17 April 2018
Kritikus menuduh Naypyidaw mengatur aksi publisitas setelah pemerintah menyatakan telah memulangkan lima pengungsi Rohingya.
Myanmar minggu ini menyetujui pemulangan satu keluarga Rohingya dari kamp pengungsi Bangladesh. Pemulangan keluarga tersebut, yang merupakan janji pertama Myanmar, adalah bagian dari kesepakatan yang dicapai antara Naypyidaw dan Dhaka untuk mengembalikan warga Rohingya ke tempat asal mereka.
Media Myanmar dan pejabat pemerintah memuji repatriasi tersebut dan menyebut “pemulangan sukarela” keluarga tersebut sebagai tanda bahwa pemerintah Suu Kyi memenuhi kewajiban internasionalnya.
Banyak pihak, termasuk pemerintah Bangladesh dan berbagai kelompok hak asasi manusia, menentang versi kejadian ini dan menuduh Naypyidaw mengatur repatriasi palsu demi publisitas.
BBC, Reuters dan AFP tidak dapat memverifikasi keberadaan keluarga tersebut dan tidak dapat melacak keberadaan mereka.
Pejabat senior di Bangladesh juga mengatakan keluarga tersebut tidak keluar dari kamp mereka dan hanya berjongkok di area yang dijaga ketat oleh militer Myanmar.
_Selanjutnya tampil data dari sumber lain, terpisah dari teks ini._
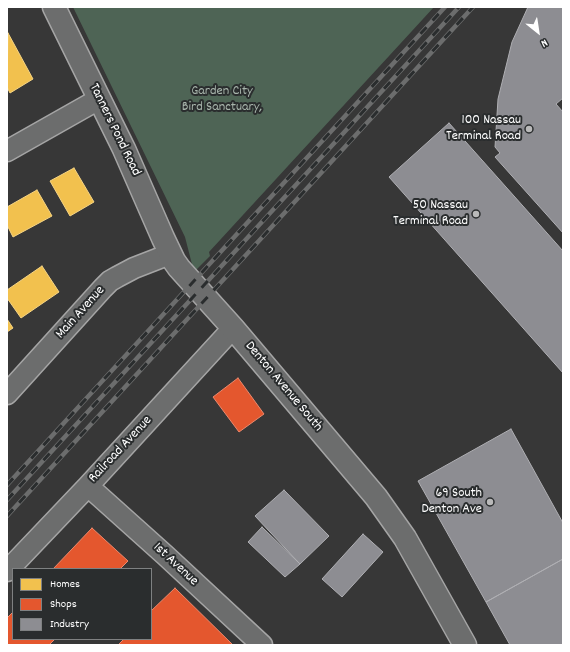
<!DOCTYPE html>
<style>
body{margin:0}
#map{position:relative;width:570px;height:652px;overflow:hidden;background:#373737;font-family:Dekko,sans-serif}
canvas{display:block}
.frame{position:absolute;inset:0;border:8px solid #fff;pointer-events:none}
.legend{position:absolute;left:12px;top:568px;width:140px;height:72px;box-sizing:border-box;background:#2a2d2e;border:1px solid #7f8182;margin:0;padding:5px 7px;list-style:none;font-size:12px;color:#fff}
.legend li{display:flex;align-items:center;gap:8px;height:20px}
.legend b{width:20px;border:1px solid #7f8182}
.north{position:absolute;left:518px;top:12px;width:40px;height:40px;-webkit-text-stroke:3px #2a2d2e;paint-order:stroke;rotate:150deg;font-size:11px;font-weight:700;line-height:16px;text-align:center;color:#fff}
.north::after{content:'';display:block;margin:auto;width:14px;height:18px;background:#fff;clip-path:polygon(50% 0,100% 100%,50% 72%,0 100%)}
</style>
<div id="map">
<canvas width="570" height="652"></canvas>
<div class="frame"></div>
<ul class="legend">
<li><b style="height:11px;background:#f2c14e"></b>Homes</li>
<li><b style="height:11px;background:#e4572e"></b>Shops</li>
<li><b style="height:11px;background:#8d8d92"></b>Industry</li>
</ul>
<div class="north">N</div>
</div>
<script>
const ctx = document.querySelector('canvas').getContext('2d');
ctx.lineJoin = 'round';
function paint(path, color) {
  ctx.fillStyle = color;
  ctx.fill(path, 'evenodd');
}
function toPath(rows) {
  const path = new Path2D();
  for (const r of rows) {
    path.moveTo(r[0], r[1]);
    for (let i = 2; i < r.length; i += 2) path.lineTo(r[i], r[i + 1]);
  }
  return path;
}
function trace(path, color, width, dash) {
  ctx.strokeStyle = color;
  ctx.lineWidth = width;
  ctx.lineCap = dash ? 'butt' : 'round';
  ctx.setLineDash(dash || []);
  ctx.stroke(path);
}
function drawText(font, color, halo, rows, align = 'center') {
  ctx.font = font + ' Dekko,sans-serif';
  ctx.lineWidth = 4;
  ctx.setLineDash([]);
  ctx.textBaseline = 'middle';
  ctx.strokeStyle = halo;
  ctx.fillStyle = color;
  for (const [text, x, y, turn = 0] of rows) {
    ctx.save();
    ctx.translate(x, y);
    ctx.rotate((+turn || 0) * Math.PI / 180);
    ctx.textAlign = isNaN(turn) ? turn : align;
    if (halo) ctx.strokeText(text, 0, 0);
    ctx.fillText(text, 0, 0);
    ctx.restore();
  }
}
paint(toPath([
 [73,7,434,7,209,252,210,256,194,272,185,237]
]), '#4e6455');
const homes = toPath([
 [8,33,33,79,10,93,7,87,8,33],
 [74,168,94,202,70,216,50,181,74,168],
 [37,190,52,216,13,237,7,225,7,207,37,190],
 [42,266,59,292,21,318,7,298,7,290,42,266],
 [7,319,13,328,7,332,7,319]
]);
paint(homes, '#f2c14e');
trace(homes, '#f6d483', 1);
const shops = toPath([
 [238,378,264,414,239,432,213,397,238,378],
 [92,528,128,561,120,569,53,569,92,528],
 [175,588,233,645,118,645,124,639,151,639,151,611,175,588],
 [13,612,13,639,55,639,49,645,7,645,7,618,13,612]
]);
paint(shops, '#e4572e');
trace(shops, '#ec896d', 1);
const industry = toPath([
 [528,7,563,7,563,98,556,104,563,112,563,233,495,157,500,153,495,147,498,99,512,42,528,7],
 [449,123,563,251,563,373,389,177,449,123],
 [511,429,563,523,563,559,486,602,418,481,511,429],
 [284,490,329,536,300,564,255,516,284,490],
 [262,527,300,564,285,577,248,542,262,527],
 [363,534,383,552,342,597,322,579,363,534],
 [563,559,563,645,510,645,486,602,563,559]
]);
paint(industry, '#8d8d92');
trace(industry, '#afafb3', 1);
const street = toPath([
 [7,151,99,99],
 [7,394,103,288,110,281,117,277,134,268,170,254],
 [88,486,165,555,262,645],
 [7,571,88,486,233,328]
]);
const secondary = toPath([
 [54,7,124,149,163,238,174,261,179,268,233,328,376,497,405,538,465,645]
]);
trace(street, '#a5a5a5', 23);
trace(secondary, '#a5a5a5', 25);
trace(street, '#6c6d6d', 20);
trace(secondary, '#6c6d6d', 22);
const rail = toPath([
 [7,485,445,7],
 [7,500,459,7],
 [7,516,473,7]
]);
trace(rail, '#6c6d6d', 4.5);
trace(rail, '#2a2d2e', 3, [9]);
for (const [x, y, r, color] of [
 [529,129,4,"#b9b9b9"],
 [476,214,4,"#b9b9b9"],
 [490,502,4,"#b9b9b9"]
]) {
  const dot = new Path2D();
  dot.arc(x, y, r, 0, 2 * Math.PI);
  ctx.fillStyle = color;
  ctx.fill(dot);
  trace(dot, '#2a2d2e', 1.5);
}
drawText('14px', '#a8b5ac', '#2a2d2e', [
 ["Garden City",222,92],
 ["Bird Sanctuary,",222,108]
]);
drawText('14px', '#fff', '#2a2d2e', [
 ["100 Nassau",521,121],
 ["Terminal Road",521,137],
 ["50 Nassau",468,206],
 ["Terminal Road",468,222],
 ["69 South",482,494],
 ["Denton Ave",482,510]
], 'right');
drawText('14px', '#fff', '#2a2d2e', [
 ["Tanners Pond Road",114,130,64],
 ["Main Avenue",81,313,-48],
 ["Denton Avenue South",283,387,50],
 ["Railroad Avenue",121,450,-47],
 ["1st Avenue",175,565,43]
]);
</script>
Kelompok hak asasi manusia lainnya sebelumnya menyatakan bahwa wilayah perbatasan Myanmar tidak dalam kondisi untuk menampung pengungsi yang kembali dan pelanggaran hak asasi manusia mungkin terjadi lebih lanjut.
Komisaris Tinggi PBB untuk Pengungsi mengatakan dalam sebuah pernyataan bahwa mereka “percaya bahwa kondisi di Myanmar belum kondusif untuk kepulangan yang aman, bermartabat dan berkelanjutan.”
“Burma belum mengakhiri pelanggaran militer terhadap Rohingya, apalagi menciptakan kondisi yang memungkinkan mereka kembali ke rumah dengan selamat,” kata Burma. Bill Frelickdirektur hak-hak pengungsi di Human Rights Watch.
“Perjanjian ini lebih terlihat seperti upaya hubungan masyarakat Burma untuk segera menutup babak buruk ini daripada upaya serius untuk memulihkan hak-hak Rohingya dan memungkinkan mereka untuk secara sukarela kembali dengan selamat dan bermartabat.”
Menurut UNHCR, lebih dari 647.000 warga Rohingya mencari perlindungan di Bangladesh sejak Agustus 2017. Para pengungsi melarikan diri dari kekerasan komunal yang terkadang dilakukan oleh angkatan bersenjata Myanmar sebagai respons terhadap serangan sporadis bergaya pemberontak.
Program sistematis pemerkosaan, penggusuran paksa dan pembunuhan, yang disebut pembersihan etnis oleh beberapa pejabat PBB, telah mendorong etnis Rohingya ke negara tetangga Bangladesh di mana banyak dari mereka tinggal di kamp-kamp pengungsi.
Muslim Rohingya tidak diakui sebagai kelompok etnis resmi di Myanmar yang mayoritas penduduknya beragama Buddha. Hak kewarganegaraan mereka dicabut, mereka dipaksa untuk mengidentifikasi diri sebagai orang Bengali.